Copy out every line of the records where the string "body" occurs.

### Stored items
● ● ● ● ●

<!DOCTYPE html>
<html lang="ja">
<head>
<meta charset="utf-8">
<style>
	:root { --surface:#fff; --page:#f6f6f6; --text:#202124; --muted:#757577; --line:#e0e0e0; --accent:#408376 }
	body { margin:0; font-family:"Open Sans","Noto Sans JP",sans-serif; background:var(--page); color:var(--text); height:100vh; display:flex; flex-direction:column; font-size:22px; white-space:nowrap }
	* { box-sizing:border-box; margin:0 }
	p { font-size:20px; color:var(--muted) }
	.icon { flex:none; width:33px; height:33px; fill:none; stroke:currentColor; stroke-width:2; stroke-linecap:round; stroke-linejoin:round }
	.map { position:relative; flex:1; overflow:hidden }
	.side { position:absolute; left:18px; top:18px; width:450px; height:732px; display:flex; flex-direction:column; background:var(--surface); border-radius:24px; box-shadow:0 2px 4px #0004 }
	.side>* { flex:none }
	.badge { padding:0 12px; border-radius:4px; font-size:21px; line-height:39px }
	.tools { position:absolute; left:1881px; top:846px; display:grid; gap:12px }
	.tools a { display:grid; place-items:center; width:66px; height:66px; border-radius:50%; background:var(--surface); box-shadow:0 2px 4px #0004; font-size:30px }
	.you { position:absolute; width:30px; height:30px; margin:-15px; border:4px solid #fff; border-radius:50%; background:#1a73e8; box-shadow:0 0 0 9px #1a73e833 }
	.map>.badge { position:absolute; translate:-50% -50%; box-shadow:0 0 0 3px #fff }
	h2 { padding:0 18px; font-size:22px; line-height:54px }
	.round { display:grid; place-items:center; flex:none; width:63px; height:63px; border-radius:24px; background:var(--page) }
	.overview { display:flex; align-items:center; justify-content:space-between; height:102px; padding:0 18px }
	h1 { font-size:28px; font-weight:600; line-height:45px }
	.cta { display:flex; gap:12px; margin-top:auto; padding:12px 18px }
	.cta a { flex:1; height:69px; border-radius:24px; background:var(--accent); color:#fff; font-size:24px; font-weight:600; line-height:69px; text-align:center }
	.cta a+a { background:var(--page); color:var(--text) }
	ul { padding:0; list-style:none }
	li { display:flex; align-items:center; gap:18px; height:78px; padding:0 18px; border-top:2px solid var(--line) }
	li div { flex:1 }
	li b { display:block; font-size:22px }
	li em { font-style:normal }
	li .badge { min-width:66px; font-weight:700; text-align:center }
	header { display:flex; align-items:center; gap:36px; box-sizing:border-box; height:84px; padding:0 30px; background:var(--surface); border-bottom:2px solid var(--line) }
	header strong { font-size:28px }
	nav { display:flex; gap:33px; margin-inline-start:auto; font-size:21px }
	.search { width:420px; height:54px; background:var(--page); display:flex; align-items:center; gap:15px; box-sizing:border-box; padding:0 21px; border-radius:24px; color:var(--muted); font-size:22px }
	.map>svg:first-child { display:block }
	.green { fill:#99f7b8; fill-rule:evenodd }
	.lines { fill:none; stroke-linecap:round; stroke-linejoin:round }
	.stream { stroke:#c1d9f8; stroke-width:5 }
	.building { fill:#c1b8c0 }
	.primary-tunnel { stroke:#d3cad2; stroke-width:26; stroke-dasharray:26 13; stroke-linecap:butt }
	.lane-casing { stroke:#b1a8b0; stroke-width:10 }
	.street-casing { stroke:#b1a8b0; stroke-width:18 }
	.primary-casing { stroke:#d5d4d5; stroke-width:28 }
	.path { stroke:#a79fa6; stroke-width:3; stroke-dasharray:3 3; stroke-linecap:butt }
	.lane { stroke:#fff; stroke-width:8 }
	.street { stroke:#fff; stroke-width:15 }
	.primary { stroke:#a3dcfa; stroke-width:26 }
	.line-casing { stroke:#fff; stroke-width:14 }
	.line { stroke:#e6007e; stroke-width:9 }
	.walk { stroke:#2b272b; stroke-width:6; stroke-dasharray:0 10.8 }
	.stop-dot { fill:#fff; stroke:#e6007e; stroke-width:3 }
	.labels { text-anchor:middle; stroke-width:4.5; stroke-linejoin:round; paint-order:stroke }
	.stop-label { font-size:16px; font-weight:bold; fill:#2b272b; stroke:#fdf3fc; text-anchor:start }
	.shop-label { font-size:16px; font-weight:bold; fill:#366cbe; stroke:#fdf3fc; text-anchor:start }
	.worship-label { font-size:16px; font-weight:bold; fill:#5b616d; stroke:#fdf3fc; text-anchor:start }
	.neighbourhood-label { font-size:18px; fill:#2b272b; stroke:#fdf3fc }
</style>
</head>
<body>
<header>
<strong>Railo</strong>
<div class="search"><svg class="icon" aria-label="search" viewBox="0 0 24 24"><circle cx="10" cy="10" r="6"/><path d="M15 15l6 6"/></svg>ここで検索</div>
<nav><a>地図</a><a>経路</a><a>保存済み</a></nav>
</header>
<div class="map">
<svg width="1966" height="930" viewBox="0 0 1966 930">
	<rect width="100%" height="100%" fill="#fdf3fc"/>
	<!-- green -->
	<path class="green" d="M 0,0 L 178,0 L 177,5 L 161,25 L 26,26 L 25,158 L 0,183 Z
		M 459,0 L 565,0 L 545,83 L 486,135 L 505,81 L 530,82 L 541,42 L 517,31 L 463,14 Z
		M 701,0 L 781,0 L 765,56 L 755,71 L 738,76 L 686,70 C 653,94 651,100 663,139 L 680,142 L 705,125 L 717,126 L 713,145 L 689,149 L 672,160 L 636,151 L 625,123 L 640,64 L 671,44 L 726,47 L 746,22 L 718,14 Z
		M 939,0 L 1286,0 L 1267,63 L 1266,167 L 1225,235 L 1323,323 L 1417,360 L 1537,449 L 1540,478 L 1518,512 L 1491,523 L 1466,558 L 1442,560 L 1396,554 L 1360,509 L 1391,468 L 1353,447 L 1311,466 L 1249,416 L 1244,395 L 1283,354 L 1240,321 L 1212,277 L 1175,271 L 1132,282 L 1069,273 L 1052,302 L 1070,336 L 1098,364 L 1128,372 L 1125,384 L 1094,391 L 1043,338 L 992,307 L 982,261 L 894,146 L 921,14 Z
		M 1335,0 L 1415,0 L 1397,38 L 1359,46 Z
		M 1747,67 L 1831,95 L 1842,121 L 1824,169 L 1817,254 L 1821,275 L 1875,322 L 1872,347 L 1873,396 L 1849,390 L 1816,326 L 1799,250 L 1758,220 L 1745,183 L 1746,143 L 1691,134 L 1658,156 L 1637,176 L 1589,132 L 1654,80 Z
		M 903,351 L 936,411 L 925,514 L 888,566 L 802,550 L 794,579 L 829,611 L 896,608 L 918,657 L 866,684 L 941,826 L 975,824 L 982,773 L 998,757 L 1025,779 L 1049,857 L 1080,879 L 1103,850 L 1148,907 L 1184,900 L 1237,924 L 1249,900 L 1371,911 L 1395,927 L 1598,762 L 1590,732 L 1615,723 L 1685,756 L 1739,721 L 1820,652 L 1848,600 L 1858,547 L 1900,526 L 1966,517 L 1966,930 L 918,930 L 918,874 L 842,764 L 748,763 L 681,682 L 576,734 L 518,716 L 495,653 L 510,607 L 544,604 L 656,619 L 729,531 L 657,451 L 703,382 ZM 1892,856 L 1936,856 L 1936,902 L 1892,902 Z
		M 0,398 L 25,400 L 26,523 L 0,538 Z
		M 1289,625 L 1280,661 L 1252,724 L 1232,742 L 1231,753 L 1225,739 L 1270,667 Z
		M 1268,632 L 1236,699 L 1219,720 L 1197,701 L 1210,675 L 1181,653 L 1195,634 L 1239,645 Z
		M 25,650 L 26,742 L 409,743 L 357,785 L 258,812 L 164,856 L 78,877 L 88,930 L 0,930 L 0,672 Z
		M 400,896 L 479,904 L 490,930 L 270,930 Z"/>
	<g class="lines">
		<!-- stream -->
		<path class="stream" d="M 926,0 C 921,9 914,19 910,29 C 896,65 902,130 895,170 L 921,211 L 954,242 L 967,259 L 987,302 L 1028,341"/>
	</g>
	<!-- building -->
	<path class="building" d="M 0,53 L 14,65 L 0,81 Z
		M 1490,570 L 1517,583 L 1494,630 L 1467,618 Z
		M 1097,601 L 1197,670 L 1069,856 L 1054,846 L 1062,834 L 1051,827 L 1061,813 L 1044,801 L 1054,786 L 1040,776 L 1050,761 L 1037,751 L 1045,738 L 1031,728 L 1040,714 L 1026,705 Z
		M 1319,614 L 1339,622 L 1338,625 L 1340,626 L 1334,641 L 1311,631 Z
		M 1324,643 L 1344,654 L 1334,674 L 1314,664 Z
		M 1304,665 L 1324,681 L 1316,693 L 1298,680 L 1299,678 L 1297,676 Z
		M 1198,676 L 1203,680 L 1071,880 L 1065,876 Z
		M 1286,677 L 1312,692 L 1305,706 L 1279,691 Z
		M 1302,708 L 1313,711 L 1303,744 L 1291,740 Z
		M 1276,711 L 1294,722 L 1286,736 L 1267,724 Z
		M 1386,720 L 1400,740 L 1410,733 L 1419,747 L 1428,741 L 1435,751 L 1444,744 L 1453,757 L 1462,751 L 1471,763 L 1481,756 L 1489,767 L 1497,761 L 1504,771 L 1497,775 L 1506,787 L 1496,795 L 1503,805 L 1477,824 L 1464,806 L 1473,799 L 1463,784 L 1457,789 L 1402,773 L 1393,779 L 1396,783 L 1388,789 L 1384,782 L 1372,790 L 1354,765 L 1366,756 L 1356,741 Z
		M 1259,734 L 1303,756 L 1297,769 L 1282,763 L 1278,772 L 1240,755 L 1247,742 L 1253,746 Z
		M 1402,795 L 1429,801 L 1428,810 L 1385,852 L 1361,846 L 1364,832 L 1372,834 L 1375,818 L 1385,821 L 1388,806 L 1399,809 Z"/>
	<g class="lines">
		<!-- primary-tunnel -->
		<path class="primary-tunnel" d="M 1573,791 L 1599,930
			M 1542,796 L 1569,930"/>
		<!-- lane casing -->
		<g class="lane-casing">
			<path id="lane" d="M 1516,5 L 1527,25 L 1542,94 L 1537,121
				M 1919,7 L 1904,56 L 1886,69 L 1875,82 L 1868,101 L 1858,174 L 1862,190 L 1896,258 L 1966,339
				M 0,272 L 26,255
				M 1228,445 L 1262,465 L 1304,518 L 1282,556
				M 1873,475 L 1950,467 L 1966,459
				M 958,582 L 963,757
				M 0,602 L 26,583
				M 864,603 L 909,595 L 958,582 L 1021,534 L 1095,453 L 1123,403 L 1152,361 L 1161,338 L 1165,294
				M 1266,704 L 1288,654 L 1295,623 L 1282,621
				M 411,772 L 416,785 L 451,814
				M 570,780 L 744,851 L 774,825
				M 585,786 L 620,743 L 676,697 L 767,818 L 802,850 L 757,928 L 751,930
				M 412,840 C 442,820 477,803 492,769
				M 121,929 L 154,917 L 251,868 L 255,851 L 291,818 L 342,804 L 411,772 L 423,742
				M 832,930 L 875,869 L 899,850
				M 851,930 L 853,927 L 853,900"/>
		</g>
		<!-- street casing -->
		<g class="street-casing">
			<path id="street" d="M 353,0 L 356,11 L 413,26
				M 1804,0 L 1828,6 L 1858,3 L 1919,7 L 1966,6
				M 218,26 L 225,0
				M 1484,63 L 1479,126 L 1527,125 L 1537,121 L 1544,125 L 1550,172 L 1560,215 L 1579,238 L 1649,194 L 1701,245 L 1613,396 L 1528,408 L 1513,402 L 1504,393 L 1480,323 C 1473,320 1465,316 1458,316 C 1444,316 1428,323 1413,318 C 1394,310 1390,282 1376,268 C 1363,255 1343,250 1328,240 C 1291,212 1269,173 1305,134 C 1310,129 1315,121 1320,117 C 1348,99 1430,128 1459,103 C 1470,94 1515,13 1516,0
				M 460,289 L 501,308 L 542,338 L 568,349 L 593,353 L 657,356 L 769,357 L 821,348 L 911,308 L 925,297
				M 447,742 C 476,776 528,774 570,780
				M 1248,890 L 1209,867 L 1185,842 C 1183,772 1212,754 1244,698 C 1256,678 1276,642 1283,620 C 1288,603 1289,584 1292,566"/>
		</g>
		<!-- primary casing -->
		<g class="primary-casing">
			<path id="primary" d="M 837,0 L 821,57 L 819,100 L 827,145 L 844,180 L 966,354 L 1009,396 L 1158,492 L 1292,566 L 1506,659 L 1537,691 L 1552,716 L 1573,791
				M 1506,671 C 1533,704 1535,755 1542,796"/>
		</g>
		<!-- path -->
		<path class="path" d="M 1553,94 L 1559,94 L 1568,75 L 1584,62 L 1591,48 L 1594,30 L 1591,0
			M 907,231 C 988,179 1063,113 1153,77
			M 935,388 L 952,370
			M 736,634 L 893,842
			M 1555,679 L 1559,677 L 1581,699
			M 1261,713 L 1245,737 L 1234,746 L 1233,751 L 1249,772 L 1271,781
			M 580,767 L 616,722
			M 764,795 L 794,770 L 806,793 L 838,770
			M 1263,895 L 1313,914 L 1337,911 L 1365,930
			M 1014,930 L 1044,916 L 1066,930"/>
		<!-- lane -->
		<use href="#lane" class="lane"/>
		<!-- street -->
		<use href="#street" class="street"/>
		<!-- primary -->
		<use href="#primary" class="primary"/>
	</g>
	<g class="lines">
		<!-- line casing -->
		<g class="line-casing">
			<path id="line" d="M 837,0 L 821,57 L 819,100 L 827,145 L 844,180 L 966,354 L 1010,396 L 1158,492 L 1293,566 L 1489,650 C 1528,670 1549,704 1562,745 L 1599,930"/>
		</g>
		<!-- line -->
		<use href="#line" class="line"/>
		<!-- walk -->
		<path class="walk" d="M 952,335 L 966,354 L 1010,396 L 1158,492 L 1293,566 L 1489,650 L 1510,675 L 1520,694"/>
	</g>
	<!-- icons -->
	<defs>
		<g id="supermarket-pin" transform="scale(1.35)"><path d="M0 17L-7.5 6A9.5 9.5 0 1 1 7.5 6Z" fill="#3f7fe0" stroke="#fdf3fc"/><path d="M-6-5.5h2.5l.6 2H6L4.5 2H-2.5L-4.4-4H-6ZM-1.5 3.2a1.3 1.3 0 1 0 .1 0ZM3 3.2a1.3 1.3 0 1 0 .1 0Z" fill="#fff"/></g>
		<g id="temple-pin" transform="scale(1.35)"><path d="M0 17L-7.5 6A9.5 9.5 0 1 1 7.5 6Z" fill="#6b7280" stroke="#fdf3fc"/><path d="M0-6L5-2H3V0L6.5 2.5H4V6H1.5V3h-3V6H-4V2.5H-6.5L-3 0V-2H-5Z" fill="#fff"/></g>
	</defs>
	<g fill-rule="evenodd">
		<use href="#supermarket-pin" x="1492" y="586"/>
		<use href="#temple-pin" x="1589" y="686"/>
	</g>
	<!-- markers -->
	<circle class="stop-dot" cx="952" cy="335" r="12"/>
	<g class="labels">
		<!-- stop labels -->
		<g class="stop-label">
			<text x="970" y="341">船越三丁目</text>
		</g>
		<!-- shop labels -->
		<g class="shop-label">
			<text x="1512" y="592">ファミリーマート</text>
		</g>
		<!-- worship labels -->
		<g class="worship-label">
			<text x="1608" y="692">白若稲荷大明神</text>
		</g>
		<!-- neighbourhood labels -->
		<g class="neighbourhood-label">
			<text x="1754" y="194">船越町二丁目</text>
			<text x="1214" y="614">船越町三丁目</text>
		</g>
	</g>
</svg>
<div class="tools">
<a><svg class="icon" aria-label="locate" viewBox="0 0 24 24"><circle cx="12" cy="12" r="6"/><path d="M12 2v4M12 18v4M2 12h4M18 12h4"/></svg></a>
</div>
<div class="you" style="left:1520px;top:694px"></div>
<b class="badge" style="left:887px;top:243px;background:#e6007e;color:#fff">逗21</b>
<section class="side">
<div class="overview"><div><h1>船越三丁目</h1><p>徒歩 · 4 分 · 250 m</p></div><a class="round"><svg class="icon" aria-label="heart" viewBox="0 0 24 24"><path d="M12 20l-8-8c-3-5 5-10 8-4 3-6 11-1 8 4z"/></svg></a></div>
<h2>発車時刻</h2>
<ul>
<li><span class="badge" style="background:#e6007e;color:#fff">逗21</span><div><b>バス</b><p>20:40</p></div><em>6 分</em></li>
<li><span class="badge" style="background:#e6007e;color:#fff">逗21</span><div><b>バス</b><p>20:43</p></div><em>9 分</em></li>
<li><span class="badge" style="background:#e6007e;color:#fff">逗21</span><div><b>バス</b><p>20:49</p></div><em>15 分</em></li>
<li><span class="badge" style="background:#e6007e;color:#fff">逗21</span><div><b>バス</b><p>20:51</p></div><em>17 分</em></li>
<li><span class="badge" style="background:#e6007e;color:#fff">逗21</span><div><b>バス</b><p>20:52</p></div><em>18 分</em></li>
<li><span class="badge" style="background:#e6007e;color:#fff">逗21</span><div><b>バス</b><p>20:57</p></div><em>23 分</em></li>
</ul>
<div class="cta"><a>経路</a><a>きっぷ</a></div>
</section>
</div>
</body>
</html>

● ● ● ● ●

### Solution to the problem
	body { margin:0; font-family:"Open Sans","Noto Sans JP",sans-serif; background:var(--page); color:var(--text); height:100vh; display:flex; flex-direction:column; font-size:22px; white-space:nowrap }
<body>
</body>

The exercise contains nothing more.